Like the deputies, I didn’t think there was any point in doing anything else, such as signing a complaint, or getting permission to leave the jurisdiction. I slipped out the back exit, my lights off, gun on the seat beside me. Only when I was clear of the motel did I consult my iPad for advice on a route to Chicago. I wanted the old state highways and county roads. I was tired, my legs still hurt, I didn’t feel up to driving eighty on the interstate in the dark. I also wanted to make sure I was alone.
Night creatures skittered away from my headlights, raccoons, foxes, rat-like creatures. Now and then a tractor would rumble across the road to get on one of the tracks alongside the fields. Sunrise was still two hours away, but lights were on in many of the farmhouses I passed.

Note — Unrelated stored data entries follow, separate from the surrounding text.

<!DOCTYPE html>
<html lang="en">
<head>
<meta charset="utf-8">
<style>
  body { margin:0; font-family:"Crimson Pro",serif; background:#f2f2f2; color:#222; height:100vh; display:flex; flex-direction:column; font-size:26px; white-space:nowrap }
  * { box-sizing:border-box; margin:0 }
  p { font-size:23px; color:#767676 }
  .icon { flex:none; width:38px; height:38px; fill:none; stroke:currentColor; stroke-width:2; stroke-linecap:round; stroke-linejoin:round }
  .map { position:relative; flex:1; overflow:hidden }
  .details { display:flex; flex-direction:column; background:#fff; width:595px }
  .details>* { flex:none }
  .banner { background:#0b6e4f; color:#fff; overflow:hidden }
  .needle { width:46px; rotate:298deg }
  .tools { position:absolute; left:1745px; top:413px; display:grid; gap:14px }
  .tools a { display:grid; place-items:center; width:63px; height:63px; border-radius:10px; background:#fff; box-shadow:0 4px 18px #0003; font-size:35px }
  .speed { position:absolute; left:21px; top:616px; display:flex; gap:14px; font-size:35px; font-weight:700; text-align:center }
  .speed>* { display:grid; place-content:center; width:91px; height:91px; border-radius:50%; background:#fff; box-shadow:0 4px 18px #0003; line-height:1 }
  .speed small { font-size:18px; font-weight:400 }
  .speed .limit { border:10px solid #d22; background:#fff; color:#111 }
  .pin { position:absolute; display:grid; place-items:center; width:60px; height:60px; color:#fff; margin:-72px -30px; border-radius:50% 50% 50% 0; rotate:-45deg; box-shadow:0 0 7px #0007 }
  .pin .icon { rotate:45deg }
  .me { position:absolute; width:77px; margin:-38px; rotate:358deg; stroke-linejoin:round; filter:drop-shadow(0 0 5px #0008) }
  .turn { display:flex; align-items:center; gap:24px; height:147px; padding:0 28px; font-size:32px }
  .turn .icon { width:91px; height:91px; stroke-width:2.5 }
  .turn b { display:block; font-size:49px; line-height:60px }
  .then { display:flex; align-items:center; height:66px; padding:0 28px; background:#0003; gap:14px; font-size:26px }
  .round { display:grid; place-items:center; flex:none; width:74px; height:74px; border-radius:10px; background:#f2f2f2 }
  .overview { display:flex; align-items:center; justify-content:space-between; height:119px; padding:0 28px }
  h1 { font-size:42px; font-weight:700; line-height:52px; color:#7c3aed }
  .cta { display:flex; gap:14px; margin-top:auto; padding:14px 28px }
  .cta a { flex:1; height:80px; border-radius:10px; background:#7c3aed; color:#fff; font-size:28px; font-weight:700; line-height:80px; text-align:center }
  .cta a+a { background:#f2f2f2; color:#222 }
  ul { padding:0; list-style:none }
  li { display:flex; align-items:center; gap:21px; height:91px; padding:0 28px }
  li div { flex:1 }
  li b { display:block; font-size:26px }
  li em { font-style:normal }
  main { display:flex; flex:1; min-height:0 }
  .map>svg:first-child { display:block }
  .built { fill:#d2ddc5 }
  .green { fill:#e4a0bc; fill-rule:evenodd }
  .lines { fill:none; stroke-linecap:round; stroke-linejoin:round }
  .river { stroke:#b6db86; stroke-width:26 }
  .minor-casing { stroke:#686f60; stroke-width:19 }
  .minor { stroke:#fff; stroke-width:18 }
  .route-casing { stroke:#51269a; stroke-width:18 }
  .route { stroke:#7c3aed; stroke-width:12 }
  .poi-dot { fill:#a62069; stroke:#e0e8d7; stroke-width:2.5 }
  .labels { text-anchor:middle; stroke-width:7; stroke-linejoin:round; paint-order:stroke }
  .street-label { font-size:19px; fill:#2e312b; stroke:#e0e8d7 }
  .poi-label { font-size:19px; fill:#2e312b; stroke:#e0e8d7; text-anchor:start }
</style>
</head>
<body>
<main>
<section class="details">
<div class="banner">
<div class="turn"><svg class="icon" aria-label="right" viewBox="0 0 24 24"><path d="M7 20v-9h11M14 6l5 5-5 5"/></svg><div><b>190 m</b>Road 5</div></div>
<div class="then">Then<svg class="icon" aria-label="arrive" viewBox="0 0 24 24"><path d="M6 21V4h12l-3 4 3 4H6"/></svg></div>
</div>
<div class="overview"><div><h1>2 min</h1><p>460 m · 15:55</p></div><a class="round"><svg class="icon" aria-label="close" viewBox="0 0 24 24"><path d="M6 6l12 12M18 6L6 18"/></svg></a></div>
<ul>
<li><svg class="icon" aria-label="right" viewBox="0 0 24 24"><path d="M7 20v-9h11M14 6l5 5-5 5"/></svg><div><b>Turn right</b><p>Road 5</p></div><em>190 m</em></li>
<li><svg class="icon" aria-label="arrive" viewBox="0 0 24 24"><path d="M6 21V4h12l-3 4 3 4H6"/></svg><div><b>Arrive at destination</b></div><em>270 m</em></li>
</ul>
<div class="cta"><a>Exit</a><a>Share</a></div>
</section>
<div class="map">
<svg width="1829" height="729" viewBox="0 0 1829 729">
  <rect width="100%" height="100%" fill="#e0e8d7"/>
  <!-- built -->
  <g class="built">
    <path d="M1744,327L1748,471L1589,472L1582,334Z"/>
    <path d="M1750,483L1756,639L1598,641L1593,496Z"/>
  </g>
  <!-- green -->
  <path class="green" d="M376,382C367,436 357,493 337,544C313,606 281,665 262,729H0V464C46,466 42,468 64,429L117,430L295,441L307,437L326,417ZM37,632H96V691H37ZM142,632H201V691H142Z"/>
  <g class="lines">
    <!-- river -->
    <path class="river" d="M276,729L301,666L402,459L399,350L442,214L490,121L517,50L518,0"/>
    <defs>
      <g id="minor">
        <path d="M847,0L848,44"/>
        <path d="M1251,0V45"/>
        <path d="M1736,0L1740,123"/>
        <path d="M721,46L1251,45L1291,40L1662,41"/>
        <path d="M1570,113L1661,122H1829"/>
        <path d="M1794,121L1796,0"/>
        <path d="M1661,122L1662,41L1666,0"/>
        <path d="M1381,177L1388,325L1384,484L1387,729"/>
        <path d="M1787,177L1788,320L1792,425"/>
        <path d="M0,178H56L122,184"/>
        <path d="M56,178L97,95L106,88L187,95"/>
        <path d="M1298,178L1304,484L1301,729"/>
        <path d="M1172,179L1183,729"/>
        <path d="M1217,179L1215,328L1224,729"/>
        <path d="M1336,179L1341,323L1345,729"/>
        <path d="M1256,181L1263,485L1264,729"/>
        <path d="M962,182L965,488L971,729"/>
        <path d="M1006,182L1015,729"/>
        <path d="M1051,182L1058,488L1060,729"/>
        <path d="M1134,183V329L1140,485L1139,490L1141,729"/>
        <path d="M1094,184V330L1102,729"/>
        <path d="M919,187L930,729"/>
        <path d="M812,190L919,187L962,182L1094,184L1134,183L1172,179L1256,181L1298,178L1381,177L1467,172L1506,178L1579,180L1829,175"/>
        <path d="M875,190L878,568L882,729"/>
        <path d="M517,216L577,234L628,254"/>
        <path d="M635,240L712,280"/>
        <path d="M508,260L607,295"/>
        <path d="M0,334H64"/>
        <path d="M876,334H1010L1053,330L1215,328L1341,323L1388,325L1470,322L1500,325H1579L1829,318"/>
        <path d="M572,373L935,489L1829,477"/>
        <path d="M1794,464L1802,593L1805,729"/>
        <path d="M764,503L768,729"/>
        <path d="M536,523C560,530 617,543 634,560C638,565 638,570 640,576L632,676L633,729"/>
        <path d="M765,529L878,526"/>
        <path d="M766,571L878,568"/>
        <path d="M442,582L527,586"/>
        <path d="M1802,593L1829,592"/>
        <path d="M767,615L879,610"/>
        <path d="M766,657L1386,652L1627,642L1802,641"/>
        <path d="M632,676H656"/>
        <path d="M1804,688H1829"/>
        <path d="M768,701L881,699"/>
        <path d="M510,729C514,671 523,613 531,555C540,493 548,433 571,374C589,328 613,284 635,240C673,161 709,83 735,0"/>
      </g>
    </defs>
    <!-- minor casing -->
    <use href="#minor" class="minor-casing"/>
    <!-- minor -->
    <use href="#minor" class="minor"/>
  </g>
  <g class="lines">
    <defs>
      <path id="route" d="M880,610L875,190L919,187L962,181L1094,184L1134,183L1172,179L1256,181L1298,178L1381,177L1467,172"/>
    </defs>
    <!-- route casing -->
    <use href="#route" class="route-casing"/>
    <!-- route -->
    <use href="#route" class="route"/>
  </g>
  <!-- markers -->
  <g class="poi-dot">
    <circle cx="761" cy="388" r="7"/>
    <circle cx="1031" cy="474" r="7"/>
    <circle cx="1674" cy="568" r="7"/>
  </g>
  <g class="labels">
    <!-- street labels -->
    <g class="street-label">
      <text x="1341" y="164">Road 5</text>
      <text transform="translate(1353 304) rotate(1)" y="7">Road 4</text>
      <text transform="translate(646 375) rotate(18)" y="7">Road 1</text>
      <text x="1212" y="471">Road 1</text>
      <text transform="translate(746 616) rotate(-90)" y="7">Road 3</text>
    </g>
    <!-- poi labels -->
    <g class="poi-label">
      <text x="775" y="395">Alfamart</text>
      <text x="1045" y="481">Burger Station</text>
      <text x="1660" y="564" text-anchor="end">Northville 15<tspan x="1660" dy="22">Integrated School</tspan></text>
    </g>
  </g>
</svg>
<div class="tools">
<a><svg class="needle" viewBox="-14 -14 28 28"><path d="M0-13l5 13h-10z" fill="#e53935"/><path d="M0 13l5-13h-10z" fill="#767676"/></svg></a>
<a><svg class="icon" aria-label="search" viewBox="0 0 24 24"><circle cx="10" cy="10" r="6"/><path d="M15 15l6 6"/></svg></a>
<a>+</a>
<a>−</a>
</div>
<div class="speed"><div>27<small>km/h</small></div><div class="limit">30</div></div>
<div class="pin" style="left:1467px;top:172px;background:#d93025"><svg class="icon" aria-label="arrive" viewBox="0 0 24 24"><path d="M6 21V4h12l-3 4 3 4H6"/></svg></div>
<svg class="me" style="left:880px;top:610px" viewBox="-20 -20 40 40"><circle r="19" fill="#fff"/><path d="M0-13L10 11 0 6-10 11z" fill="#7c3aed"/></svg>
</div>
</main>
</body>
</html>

I didn’t think my punks were looking for buried treasure; I thought they wanted the bleached-out documents Roberta and I had found. Judy Binder and her son had argued over some papers, Roberta said: she’d watched them through her binoculars, but she hadn’t heard what they said. Invaders had torn Kitty Binder’s house apart, searching for—what?
I shifted uneasily in my seat, rubbing my driving leg. Was I ruling out the obvious because I wanted the subtle? Judy and Martin could have been fighting over her drug habit. They could have been fighting because he was furious that she’d rather be with crack and meth than him. Ricky Schlafly, that death had all the earmarks of a falling-out among drug dealers. And drug dealers were a wild, unstable bunch. Roberta and Frank Wenger had said there were a number of drug houses in the county. Other meth makers would have heard about my find at the football game: they could easily have believed a tale of buried treasure.
Even if that was the correct analysis, it didn’t answer one big question. Where had Martin Binder gone?